What is expected —
Copy each entry below verbatim. Skip the pictures.

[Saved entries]
■ ■ ■ ■
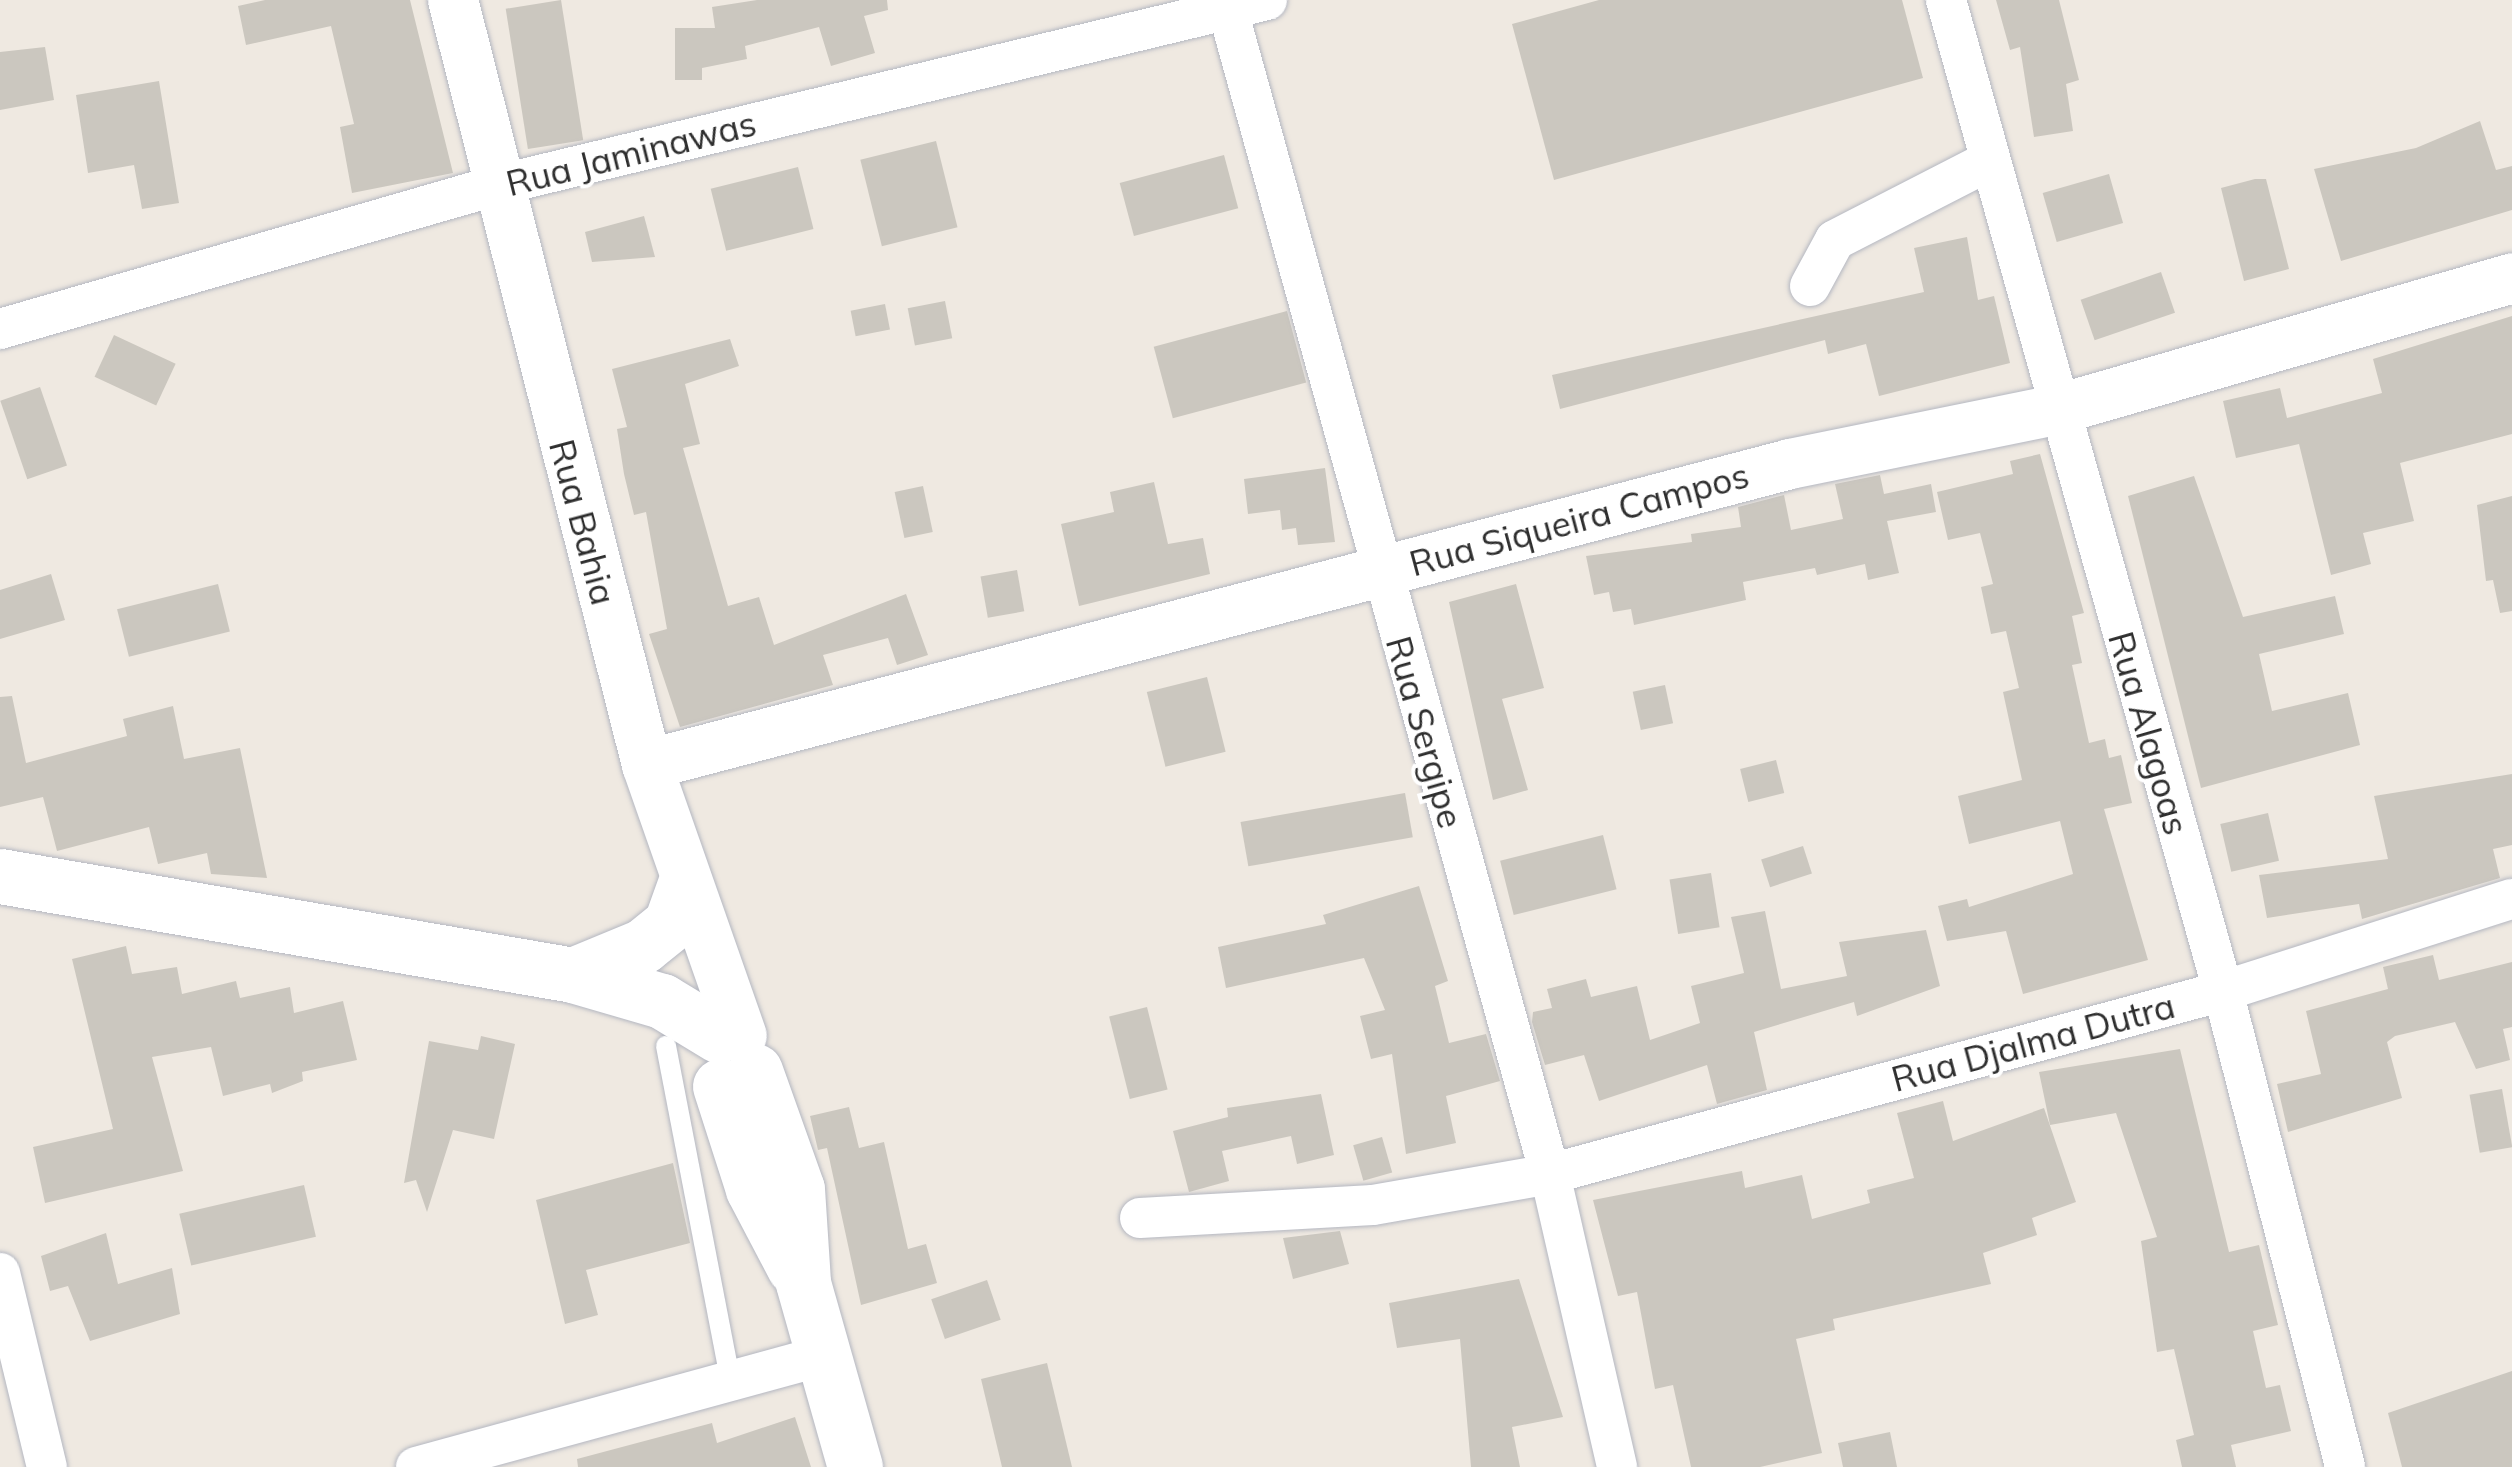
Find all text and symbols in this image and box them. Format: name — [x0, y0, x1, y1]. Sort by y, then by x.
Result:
street label: Rua Jaminawas — [502, 102, 760, 204]
street label: Rua Bahia — [541, 435, 625, 609]
street label: Rua Siqueira Campos — [1405, 454, 1753, 584]
street label: Rua Alagoas — [2100, 627, 2198, 839]
street label: Rua Sergipe — [1378, 631, 1472, 833]
street label: Rua Djalma Dutra — [1887, 984, 2179, 1100]

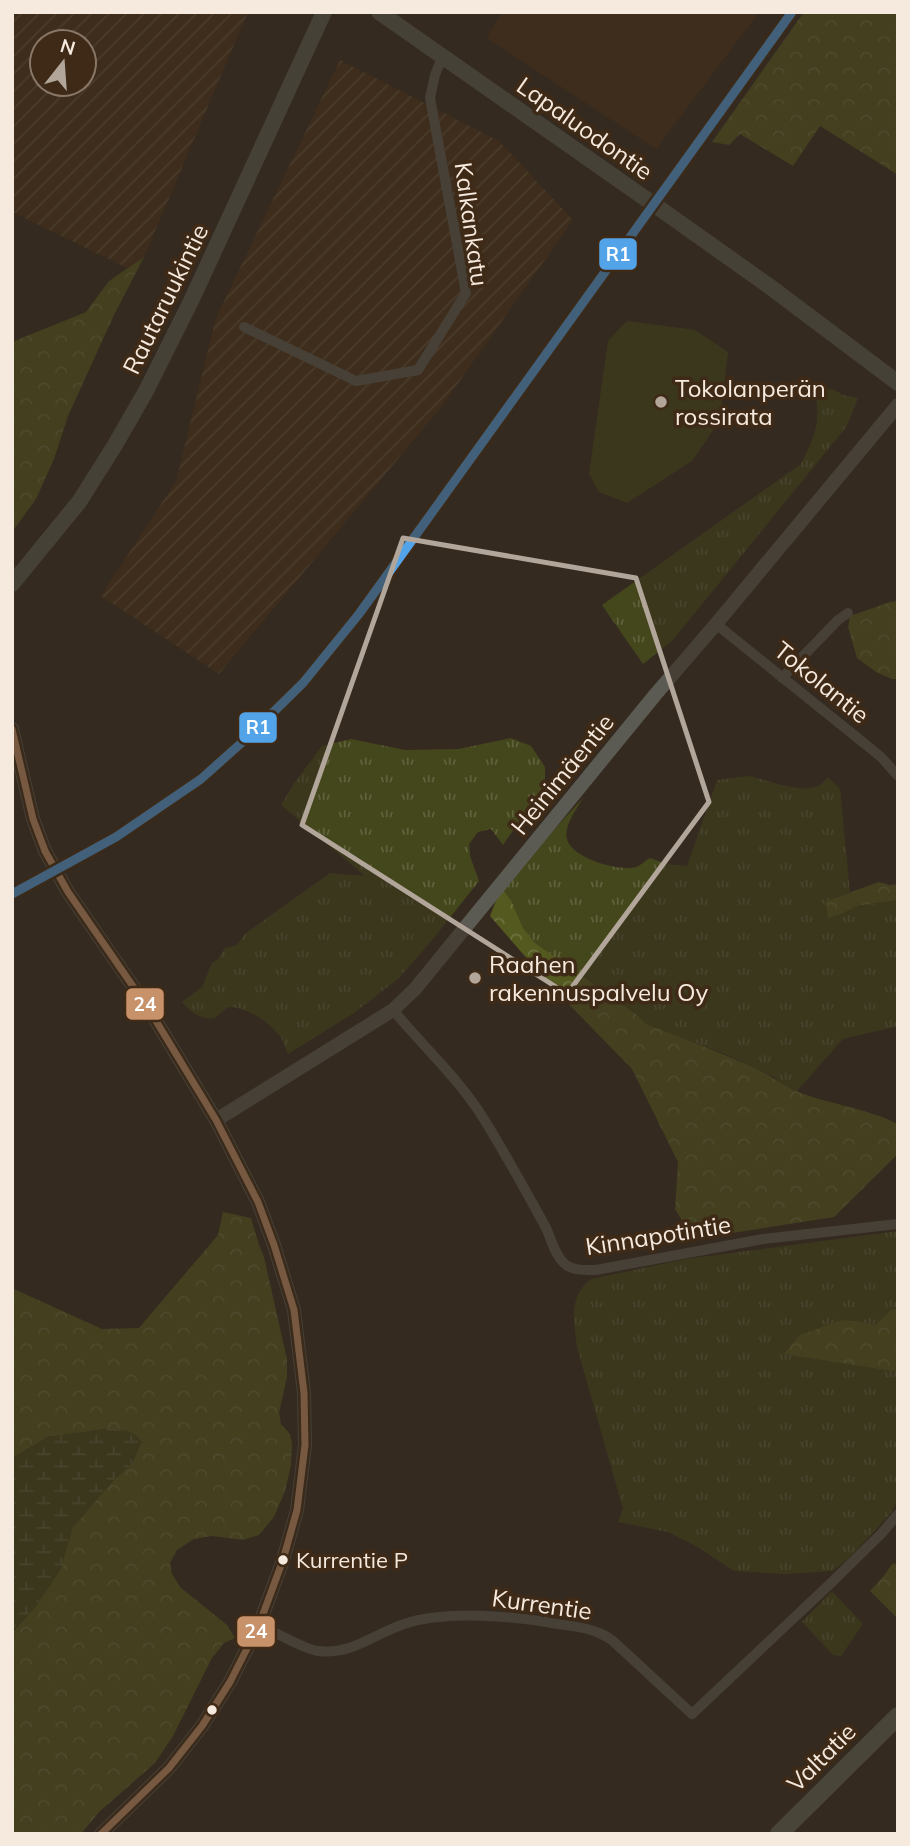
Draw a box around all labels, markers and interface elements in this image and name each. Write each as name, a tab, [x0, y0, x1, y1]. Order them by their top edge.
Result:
north arrow	[28, 28, 98, 98]
text: N	[58, 33, 78, 60]
street label: Lapaluodontie	[511, 70, 659, 186]
street label: Kalkankatu	[448, 160, 496, 288]
street label: Rautaruukintie	[116, 219, 214, 379]
line badge: R1	[598, 237, 638, 271]
text: R1	[606, 242, 630, 266]
place label: Tokolanperän rossirata	[675, 373, 826, 431]
marker: Tokolanperän rossirata	[653, 394, 669, 410]
street label: Tokolantie	[768, 635, 876, 729]
street label: Heinimäentie	[504, 708, 620, 840]
line badge: R1	[238, 711, 278, 744]
text: R1	[246, 715, 270, 739]
place label: Raahen rakennuspalvelu Oy	[489, 949, 708, 1007]
marker: Raahen rakennuspalvelu Oy	[467, 970, 483, 986]
line badge: 24	[125, 987, 165, 1021]
text: 24	[134, 992, 157, 1016]
street label: Kinnapotintie	[583, 1209, 733, 1261]
place label: Kurrentie P	[296, 1546, 408, 1574]
marker: Kurrentie P	[276, 1553, 290, 1567]
street label: Kurrentie	[490, 1582, 594, 1626]
line badge: 24	[236, 1615, 276, 1648]
text: 24	[245, 1619, 268, 1643]
unlabelled marker	[205, 1703, 219, 1717]
street label: Valtatie	[780, 1716, 862, 1798]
■ ■ ■ ■
Reply —
Find all text and symbols in this image and box them. Format: name — [x0, y0, x1, y1]. Sort by y, then by x.
Result:
street label: Rua Jaminawas — [502, 102, 760, 204]
street label: Rua Bahia — [541, 435, 625, 609]
street label: Rua Siqueira Campos — [1405, 454, 1753, 584]
street label: Rua Alagoas — [2100, 627, 2198, 839]
street label: Rua Sergipe — [1378, 631, 1472, 833]
street label: Rua Djalma Dutra — [1887, 984, 2179, 1100]

Draw a box around all labels, markers and interface elements in this image and name each. Write each as name, a tab, [x0, y0, x1, y1]. Order them by their top edge.
Result:
north arrow	[28, 28, 98, 98]
text: N	[58, 33, 78, 60]
street label: Lapaluodontie	[511, 70, 659, 186]
street label: Kalkankatu	[448, 160, 496, 288]
street label: Rautaruukintie	[116, 219, 214, 379]
line badge: R1	[598, 237, 638, 271]
text: R1	[606, 242, 630, 266]
place label: Tokolanperän rossirata	[675, 373, 826, 431]
marker: Tokolanperän rossirata	[653, 394, 669, 410]
street label: Tokolantie	[768, 635, 876, 729]
street label: Heinimäentie	[504, 708, 620, 840]
line badge: R1	[238, 711, 278, 744]
text: R1	[246, 715, 270, 739]
place label: Raahen rakennuspalvelu Oy	[489, 949, 708, 1007]
marker: Raahen rakennuspalvelu Oy	[467, 970, 483, 986]
line badge: 24	[125, 987, 165, 1021]
text: 24	[134, 992, 157, 1016]
street label: Kinnapotintie	[583, 1209, 733, 1261]
place label: Kurrentie P	[296, 1546, 408, 1574]
marker: Kurrentie P	[276, 1553, 290, 1567]
street label: Kurrentie	[490, 1582, 594, 1626]
line badge: 24	[236, 1615, 276, 1648]
text: 24	[245, 1619, 268, 1643]
unlabelled marker	[205, 1703, 219, 1717]
street label: Valtatie	[780, 1716, 862, 1798]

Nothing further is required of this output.